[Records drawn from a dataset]
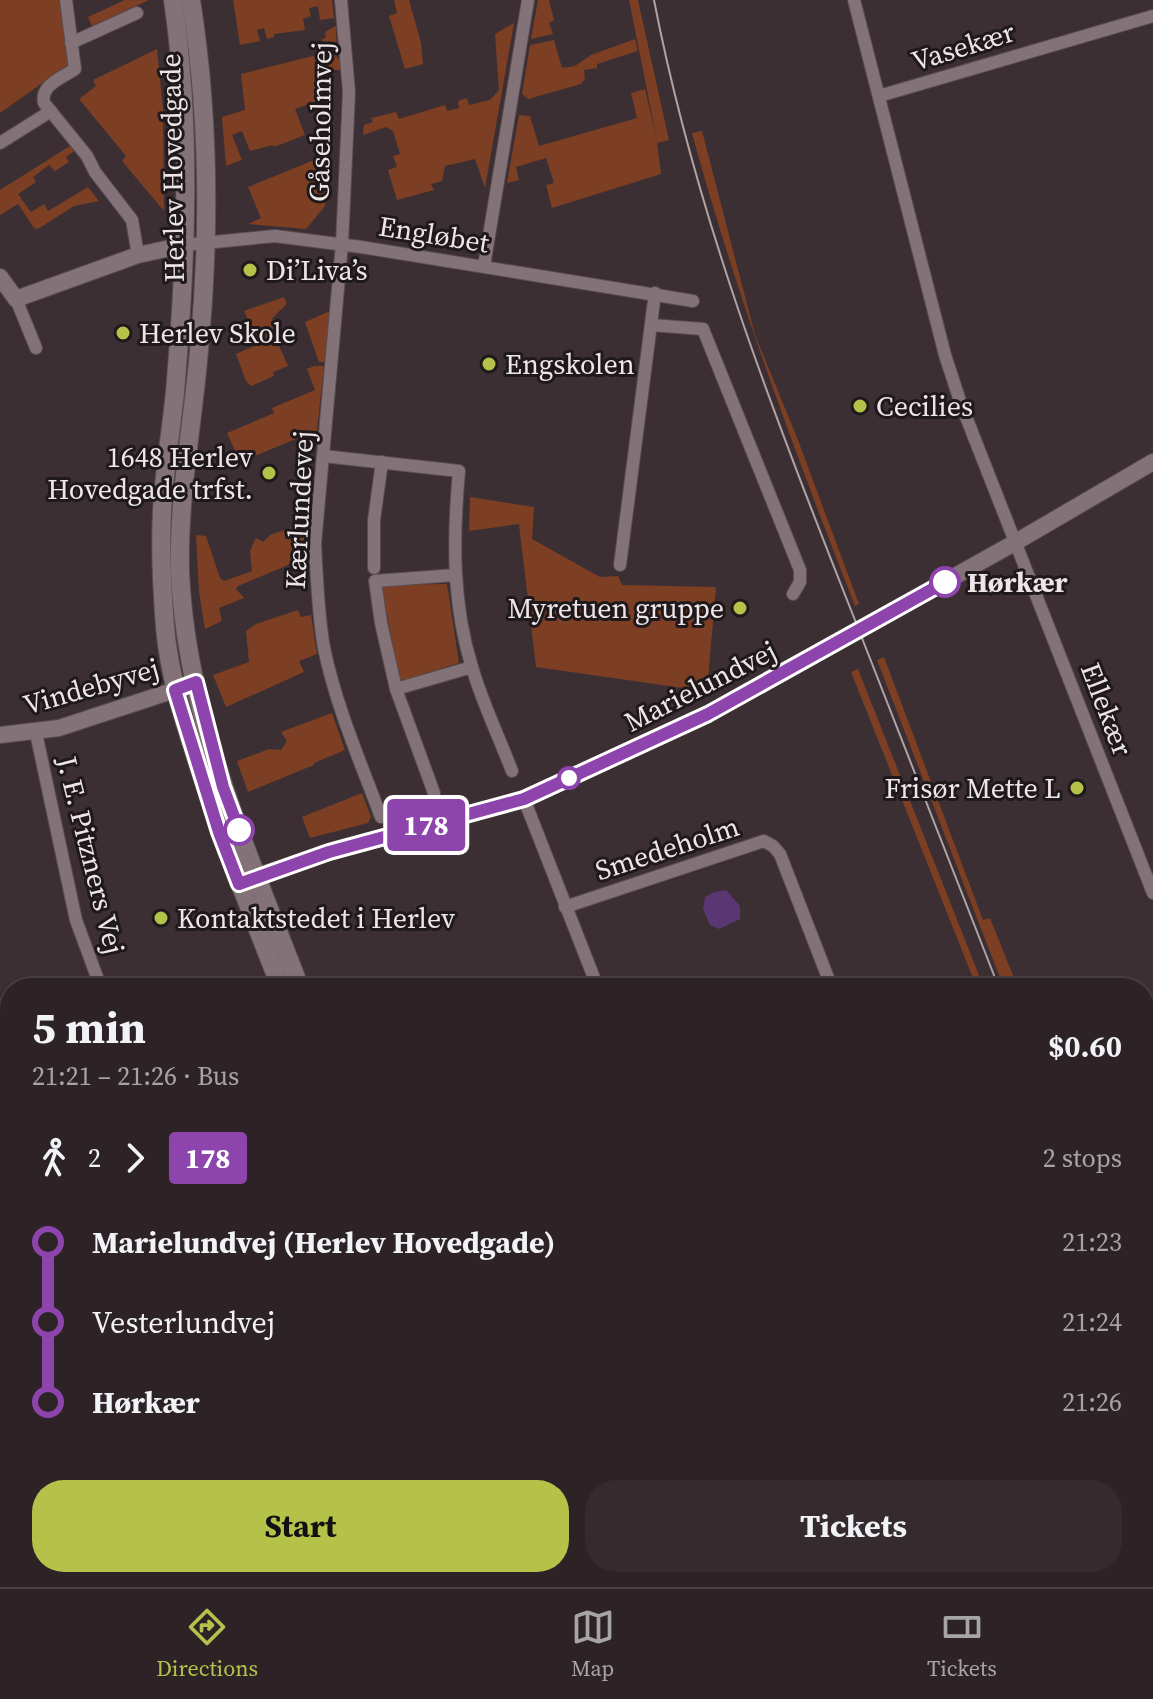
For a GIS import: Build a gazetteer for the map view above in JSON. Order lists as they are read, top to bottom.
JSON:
{
  "streets": {
    "main road": ["Herlev Hovedgade"],
    "street": [
      "Vasekær",
      "Gåseholmvej",
      "Engløbet",
      "Kærlundevej",
      "Vindebyvej",
      "Marielundvej",
      "Ellekær",
      "Smedeholm",
      "J. E. Pitzners Vej"
    ]
  },
  "crossings": [
    ["Gåseholmvej", "Engløbet"],
    ["Gåseholmvej", "Kærlundevej"],
    ["Herlev Hovedgade", "Engløbet"],
    ["Herlev Hovedgade", "Vindebyvej"],
    ["Herlev Hovedgade", "Marielundvej"],
    ["Engløbet", "Kærlundevej"],
    ["Vindebyvej", "J. E. Pitzners Vej"],
    ["Marielundvej", "Ellekær"]
  ],
  "places": [
    "Di’Liva’s",
    "Herlev Skole",
    "Engskolen",
    "Cecilies",
    "1648 Herlev Hovedgade trfst.",
    "Hørkær",
    "Myretuen gruppe",
    "Frisør Mette L",
    "Kontaktstedet i Herlev"
  ],
  "lines": ["bus line 178"],
  "page": {
    "on_map": "178",
    "heading": ["5 min", "21:21 – 21:26 · Bus", "$0.60"],
    "legs": ["2", "178", "2 stops"],
    "list": [
      {
        "name": "Marielundvej (Herlev Hovedgade)",
        "value": "21:23"
      },
      {
        "name": "Vesterlundvej",
        "value": "21:24"
      },
      {
        "name": "Hørkær",
        "value": "21:26"
      }
    ],
    "buttons": ["Start", "Tickets"],
    "tabs": ["Directions", "Map", "Tickets"]
  }
}
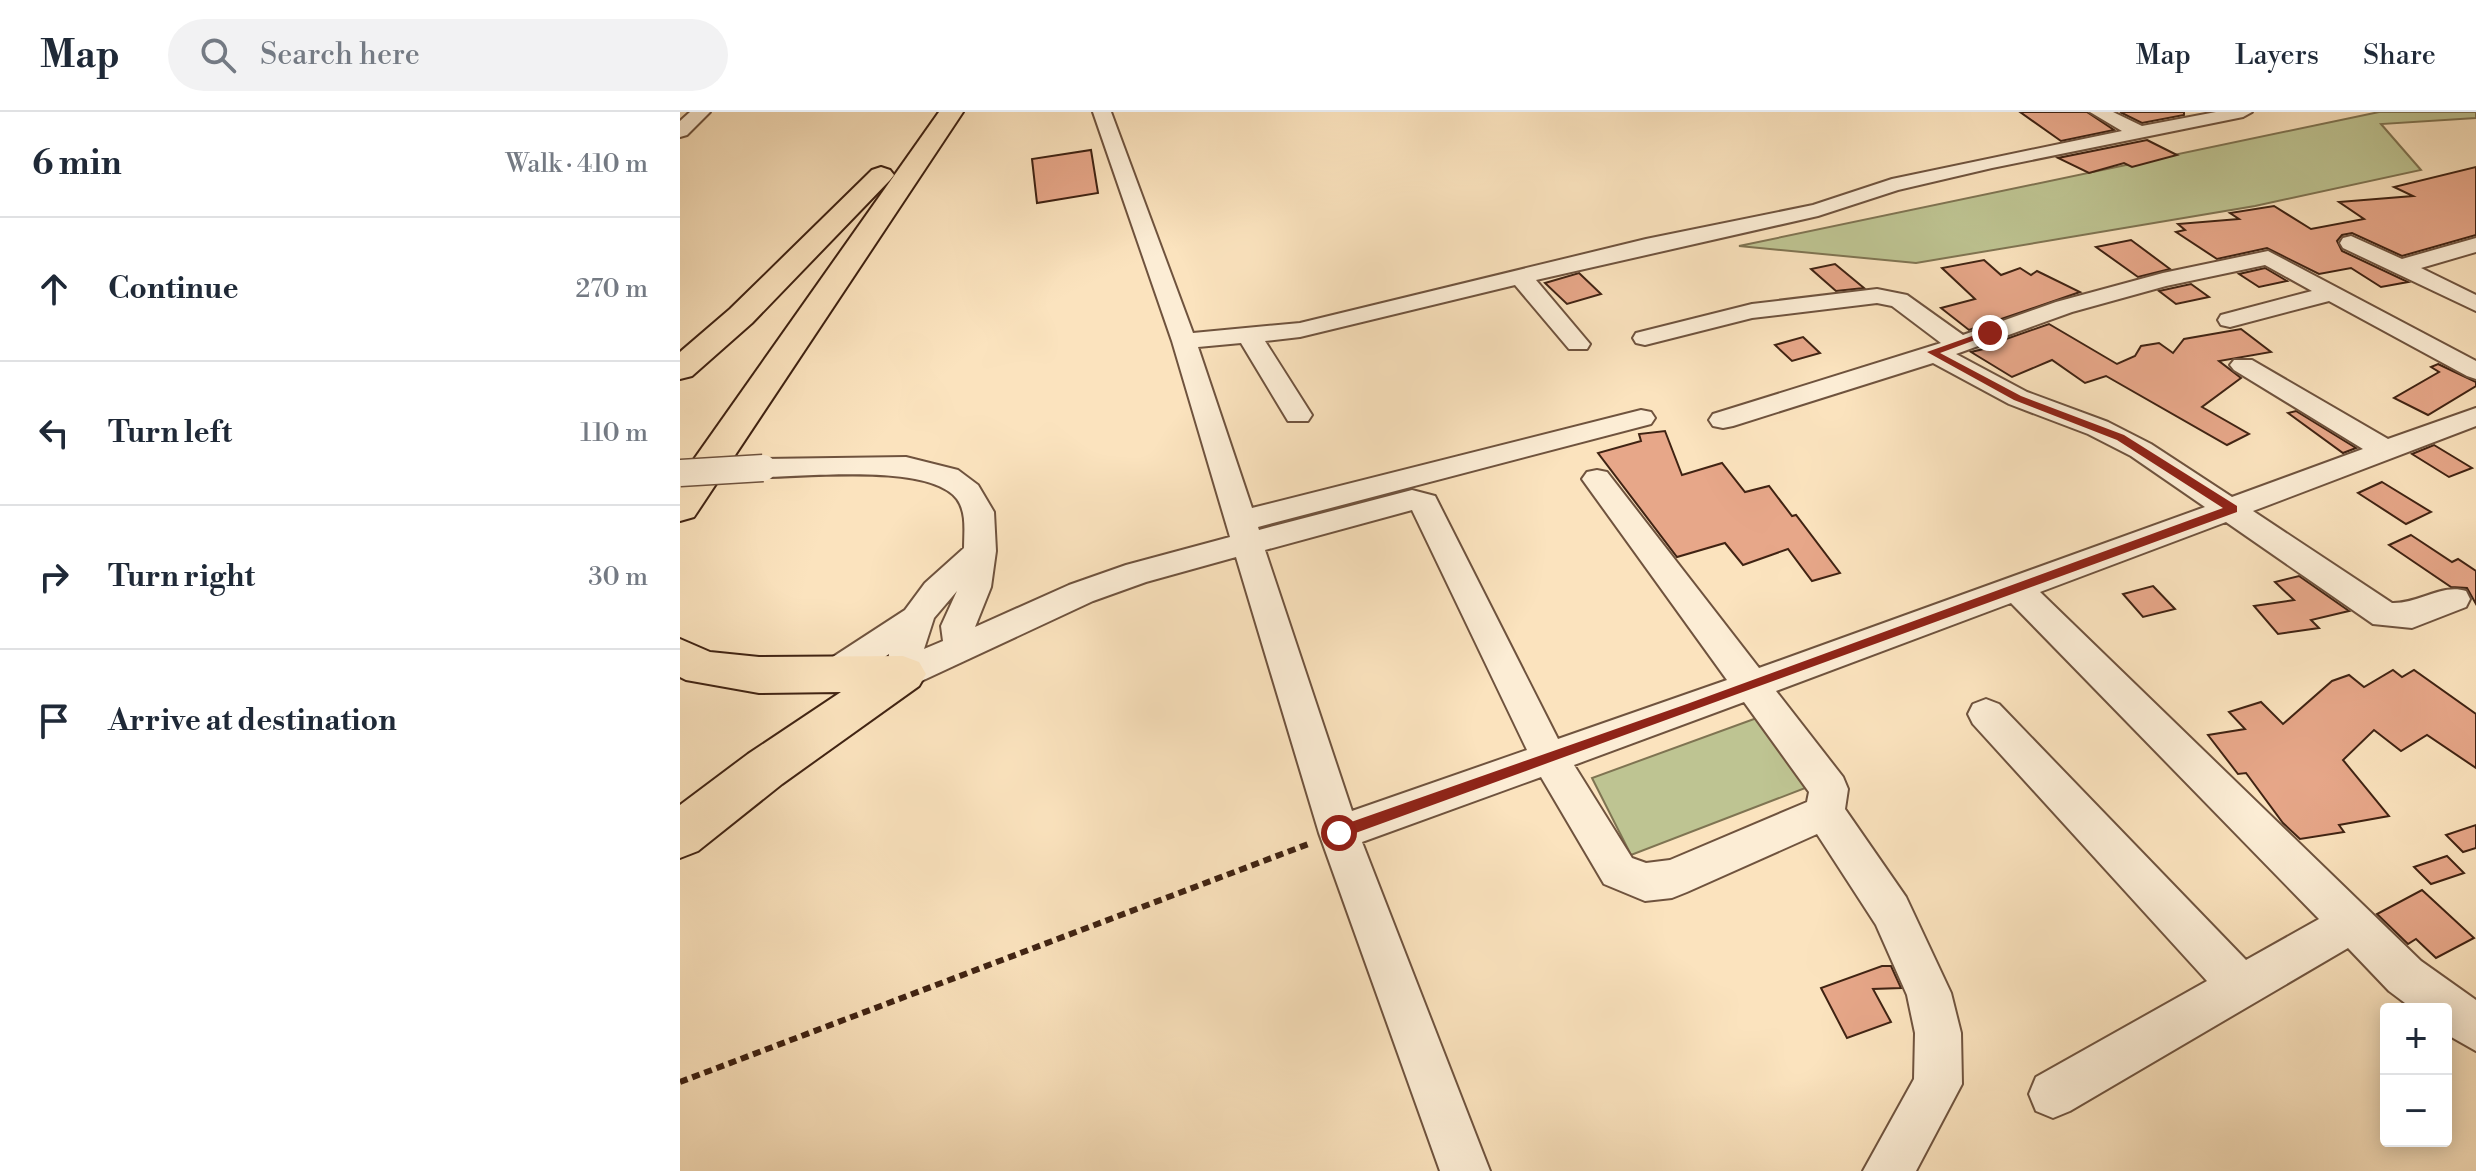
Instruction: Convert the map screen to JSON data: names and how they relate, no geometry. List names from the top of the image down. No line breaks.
{"page":{"header":"Map","search":"Search here","nav":["Map","Layers","Share"],"heading":["6 min","Walk · 410 m"],"list":[["Continue","270 m"],["Turn left","110 m"],["Turn right","30 m"],"Arrive at destination"],"map_buttons":["+","−"]}}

WORK TO COMPLETE =
Retype all of the entries exactly as written, leaving out any images.

ANSWER TO THE EXERCISE =
For a GIS import: Build a gazetteer for the map view above in JSON. Order lists as they are read, top to bottom.
JSON:
{
  "streets": {
    "main road": ["Herlev Hovedgade"],
    "street": [
      "Vasekær",
      "Gåseholmvej",
      "Engløbet",
      "Kærlundevej",
      "Vindebyvej",
      "Marielundvej",
      "Ellekær",
      "Smedeholm",
      "J. E. Pitzners Vej"
    ]
  },
  "crossings": [
    ["Gåseholmvej", "Engløbet"],
    ["Gåseholmvej", "Kærlundevej"],
    ["Herlev Hovedgade", "Engløbet"],
    ["Herlev Hovedgade", "Vindebyvej"],
    ["Herlev Hovedgade", "Marielundvej"],
    ["Engløbet", "Kærlundevej"],
    ["Vindebyvej", "J. E. Pitzners Vej"],
    ["Marielundvej", "Ellekær"]
  ],
  "places": [
    "Di’Liva’s",
    "Herlev Skole",
    "Engskolen",
    "Cecilies",
    "1648 Herlev Hovedgade trfst.",
    "Hørkær",
    "Myretuen gruppe",
    "Frisør Mette L",
    "Kontaktstedet i Herlev"
  ],
  "lines": ["bus line 178"],
  "page": {
    "on_map": "178",
    "heading": ["5 min", "21:21 – 21:26 · Bus", "$0.60"],
    "legs": ["2", "178", "2 stops"],
    "list": [
      {
        "name": "Marielundvej (Herlev Hovedgade)",
        "value": "21:23"
      },
      {
        "name": "Vesterlundvej",
        "value": "21:24"
      },
      {
        "name": "Hørkær",
        "value": "21:26"
      }
    ],
    "buttons": ["Start", "Tickets"],
    "tabs": ["Directions", "Map", "Tickets"]
  }
}
Instruction: Convert the map screen to JSON data: names and how they relate, no geometry. List names from the top of the image down. No line breaks.
{"page":{"header":"Map","search":"Search here","nav":["Map","Layers","Share"],"heading":["6 min","Walk · 410 m"],"list":[["Continue","270 m"],["Turn left","110 m"],["Turn right","30 m"],"Arrive at destination"],"map_buttons":["+","−"]}}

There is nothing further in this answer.